*** INPUT DATA

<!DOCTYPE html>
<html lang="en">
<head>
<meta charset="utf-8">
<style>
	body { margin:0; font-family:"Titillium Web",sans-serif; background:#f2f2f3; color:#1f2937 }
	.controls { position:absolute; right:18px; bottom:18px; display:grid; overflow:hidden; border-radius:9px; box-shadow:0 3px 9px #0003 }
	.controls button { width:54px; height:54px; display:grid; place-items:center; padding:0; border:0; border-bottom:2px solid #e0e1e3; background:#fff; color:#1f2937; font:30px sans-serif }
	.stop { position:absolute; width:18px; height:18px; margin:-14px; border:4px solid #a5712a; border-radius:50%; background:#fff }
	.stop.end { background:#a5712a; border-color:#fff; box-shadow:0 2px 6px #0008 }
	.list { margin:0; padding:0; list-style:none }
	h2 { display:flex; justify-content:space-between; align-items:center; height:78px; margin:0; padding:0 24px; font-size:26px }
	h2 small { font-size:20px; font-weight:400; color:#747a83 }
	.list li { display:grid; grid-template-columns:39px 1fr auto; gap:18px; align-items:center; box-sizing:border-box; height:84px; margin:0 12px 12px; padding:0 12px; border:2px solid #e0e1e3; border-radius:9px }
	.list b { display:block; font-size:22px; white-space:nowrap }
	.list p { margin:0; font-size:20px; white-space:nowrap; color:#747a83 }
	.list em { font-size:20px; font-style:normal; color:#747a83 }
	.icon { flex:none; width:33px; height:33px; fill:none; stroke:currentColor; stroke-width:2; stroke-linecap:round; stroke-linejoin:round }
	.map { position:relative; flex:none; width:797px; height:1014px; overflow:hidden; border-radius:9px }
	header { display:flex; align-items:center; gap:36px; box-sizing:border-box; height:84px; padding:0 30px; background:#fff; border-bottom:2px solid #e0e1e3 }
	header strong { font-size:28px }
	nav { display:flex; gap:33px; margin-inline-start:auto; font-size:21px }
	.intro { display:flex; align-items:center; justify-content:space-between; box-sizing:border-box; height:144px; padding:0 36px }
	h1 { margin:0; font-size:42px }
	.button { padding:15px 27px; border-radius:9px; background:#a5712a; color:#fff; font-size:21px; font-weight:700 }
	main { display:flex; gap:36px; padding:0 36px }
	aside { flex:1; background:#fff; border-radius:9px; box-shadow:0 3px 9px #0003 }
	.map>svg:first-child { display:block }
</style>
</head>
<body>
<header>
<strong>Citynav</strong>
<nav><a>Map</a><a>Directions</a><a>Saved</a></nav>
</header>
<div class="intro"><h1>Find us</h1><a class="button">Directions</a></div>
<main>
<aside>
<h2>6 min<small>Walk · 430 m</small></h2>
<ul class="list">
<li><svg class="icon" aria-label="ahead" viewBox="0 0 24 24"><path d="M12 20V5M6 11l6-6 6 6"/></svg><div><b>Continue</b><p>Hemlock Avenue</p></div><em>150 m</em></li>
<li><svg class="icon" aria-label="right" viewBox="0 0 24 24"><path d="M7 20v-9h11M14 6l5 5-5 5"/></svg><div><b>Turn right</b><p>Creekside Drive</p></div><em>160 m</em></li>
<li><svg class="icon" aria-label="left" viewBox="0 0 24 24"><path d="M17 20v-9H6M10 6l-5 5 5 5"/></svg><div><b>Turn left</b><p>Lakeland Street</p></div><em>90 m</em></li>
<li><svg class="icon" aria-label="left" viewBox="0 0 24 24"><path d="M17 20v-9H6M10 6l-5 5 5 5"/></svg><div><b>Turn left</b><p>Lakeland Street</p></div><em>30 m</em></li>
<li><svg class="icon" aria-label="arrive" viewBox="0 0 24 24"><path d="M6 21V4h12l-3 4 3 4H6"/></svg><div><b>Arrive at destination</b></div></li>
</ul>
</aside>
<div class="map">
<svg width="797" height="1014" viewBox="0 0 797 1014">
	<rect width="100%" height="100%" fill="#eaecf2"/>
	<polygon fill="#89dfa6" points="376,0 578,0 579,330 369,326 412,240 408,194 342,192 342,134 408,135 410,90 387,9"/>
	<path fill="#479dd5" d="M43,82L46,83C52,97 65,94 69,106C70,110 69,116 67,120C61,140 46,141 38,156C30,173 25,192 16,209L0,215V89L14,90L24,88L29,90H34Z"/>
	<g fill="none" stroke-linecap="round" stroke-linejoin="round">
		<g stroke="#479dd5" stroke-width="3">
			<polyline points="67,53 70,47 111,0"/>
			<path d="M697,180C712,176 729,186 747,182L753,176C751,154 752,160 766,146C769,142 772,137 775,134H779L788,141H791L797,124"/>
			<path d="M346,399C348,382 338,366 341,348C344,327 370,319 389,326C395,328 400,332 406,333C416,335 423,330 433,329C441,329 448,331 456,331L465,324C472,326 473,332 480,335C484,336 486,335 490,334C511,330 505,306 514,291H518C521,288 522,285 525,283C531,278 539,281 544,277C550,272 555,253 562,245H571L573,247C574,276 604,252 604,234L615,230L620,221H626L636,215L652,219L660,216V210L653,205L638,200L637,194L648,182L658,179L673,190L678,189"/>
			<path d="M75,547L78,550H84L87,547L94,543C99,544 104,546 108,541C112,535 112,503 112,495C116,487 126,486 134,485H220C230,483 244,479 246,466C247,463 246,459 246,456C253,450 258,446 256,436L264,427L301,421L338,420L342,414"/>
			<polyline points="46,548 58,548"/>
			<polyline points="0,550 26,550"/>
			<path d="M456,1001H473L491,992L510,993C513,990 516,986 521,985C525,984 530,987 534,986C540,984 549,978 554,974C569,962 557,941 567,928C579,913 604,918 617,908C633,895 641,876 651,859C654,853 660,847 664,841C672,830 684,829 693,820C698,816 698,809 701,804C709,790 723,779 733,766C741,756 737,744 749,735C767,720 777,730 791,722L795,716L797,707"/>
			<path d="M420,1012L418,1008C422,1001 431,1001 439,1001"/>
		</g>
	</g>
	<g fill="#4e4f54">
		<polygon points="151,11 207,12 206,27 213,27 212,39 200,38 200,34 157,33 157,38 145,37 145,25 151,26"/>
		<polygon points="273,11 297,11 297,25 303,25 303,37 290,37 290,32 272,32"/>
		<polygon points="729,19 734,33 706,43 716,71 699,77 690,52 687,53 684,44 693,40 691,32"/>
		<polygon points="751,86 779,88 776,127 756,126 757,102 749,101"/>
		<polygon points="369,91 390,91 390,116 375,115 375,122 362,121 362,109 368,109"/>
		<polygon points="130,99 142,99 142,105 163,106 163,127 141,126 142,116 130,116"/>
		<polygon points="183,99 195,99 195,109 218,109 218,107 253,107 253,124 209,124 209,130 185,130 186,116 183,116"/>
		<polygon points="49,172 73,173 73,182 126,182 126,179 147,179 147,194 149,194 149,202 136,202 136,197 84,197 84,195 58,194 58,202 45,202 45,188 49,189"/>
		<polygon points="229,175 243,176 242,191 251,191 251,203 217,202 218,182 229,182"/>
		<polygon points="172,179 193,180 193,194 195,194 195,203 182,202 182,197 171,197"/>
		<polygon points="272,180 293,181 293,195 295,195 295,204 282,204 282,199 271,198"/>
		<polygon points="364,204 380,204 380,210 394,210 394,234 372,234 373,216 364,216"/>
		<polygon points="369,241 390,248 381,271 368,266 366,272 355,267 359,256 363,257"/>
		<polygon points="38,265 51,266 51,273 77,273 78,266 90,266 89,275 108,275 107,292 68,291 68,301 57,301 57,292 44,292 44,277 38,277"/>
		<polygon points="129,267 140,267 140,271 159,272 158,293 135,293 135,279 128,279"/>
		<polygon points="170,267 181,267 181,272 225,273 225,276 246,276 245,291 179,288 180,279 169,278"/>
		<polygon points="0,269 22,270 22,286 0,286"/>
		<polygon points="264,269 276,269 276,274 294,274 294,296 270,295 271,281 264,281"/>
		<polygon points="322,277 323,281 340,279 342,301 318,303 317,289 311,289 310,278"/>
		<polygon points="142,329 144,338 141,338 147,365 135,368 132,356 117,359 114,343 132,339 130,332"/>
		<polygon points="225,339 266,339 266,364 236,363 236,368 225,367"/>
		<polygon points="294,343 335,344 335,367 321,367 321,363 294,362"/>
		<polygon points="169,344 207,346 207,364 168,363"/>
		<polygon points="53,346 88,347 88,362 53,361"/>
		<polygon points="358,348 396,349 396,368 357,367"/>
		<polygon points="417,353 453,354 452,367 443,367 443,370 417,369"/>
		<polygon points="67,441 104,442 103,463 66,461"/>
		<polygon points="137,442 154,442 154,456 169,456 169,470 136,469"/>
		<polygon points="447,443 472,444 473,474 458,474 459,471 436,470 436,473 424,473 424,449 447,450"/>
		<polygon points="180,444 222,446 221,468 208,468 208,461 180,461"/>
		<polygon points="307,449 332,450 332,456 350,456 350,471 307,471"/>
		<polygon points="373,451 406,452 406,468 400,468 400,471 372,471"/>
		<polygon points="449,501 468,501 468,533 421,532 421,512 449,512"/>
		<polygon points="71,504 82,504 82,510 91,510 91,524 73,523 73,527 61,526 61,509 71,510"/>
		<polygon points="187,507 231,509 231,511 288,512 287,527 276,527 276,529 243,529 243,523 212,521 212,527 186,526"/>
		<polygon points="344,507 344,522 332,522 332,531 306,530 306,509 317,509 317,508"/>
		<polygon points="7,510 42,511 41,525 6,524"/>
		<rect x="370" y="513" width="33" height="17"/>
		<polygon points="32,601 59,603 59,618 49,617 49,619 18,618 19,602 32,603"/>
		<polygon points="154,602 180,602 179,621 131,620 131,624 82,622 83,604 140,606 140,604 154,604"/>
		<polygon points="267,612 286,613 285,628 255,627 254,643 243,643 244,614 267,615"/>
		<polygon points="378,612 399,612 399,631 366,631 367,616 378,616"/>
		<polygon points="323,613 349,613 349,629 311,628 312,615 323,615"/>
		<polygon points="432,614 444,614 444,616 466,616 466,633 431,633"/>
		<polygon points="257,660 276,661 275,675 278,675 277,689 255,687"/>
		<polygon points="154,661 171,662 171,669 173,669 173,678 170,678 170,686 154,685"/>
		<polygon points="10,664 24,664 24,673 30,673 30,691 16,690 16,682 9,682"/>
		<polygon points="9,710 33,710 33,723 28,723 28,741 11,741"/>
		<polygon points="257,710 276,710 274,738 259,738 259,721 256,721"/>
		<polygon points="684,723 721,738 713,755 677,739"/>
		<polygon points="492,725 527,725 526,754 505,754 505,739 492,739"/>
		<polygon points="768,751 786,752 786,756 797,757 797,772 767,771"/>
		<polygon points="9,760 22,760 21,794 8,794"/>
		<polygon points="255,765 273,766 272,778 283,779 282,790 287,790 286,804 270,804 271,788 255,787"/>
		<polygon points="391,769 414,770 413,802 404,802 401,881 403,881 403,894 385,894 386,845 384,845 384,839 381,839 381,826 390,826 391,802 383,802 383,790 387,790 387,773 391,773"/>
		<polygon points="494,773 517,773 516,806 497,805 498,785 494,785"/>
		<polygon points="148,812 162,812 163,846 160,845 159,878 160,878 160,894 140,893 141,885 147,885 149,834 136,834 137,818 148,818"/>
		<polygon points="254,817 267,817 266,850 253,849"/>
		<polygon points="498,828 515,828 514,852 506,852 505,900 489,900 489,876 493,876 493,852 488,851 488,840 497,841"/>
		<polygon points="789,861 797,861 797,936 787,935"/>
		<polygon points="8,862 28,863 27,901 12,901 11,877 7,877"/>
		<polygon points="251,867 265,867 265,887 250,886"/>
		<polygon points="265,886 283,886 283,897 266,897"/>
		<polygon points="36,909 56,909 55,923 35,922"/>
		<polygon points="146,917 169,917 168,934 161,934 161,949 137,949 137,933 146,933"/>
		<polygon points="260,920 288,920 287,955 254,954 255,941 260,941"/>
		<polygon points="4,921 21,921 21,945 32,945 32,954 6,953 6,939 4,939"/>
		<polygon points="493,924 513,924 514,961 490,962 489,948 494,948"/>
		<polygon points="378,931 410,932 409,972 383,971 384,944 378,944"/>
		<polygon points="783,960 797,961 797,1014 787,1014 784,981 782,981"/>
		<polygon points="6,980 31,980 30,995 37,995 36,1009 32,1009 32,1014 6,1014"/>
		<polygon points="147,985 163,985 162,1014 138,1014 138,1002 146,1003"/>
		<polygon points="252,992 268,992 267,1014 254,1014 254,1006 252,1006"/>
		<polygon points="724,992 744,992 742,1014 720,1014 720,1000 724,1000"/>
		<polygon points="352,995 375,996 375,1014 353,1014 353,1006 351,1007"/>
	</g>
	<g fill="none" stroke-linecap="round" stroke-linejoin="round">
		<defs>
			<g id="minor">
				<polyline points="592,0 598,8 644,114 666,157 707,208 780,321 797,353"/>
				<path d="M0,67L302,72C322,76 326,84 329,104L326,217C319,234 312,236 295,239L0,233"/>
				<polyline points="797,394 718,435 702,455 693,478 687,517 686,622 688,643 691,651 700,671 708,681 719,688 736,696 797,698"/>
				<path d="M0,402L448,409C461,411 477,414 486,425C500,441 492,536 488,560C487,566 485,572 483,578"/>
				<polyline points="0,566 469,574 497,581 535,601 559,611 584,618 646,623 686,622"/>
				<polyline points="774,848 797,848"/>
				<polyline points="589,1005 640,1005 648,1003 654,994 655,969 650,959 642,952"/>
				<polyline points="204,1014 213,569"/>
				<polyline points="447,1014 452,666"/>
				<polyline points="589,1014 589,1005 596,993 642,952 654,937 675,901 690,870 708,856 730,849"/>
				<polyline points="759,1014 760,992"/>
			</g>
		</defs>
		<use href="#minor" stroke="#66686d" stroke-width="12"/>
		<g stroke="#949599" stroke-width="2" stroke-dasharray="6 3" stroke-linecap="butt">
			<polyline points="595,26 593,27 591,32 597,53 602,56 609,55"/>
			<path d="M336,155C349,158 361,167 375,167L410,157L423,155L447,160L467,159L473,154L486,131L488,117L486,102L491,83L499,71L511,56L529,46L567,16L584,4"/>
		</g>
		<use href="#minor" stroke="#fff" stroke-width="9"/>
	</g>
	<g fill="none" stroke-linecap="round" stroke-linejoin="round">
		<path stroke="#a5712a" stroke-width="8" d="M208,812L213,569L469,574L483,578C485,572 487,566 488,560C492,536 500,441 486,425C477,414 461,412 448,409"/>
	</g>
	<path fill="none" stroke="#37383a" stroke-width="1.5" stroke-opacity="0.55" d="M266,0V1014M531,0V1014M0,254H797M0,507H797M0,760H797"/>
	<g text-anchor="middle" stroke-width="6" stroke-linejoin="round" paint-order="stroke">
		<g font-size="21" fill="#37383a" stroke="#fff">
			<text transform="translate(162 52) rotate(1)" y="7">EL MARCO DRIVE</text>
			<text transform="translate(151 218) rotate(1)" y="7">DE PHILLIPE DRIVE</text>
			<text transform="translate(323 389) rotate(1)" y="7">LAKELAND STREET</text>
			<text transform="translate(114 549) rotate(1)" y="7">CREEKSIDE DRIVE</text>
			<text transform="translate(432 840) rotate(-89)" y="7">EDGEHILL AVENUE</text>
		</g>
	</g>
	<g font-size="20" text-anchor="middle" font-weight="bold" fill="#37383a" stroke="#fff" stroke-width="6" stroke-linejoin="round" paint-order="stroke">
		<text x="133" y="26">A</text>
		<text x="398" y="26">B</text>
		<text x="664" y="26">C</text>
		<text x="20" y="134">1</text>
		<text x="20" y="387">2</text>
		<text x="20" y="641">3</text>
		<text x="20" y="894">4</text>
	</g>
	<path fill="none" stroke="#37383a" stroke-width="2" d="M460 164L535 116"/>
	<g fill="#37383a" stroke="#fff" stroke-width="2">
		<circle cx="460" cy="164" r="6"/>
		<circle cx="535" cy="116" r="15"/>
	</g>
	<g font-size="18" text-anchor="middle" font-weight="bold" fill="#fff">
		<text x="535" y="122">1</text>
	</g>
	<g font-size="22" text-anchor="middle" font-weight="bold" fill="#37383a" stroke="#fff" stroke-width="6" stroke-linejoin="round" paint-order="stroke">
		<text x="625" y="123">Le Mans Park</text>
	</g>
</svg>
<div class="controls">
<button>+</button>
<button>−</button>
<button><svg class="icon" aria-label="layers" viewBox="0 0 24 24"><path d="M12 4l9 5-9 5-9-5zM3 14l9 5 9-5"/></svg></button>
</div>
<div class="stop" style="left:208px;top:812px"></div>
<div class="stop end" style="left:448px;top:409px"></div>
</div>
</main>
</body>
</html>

******

PROBLEM DETAILS —
Copy each line holding "white" from the material above.

ANSWER BOX —
	.list b { display:block; font-size:22px; white-space:nowrap }
	.list p { margin:0; font-size:20px; white-space:nowrap; color:#747a83 }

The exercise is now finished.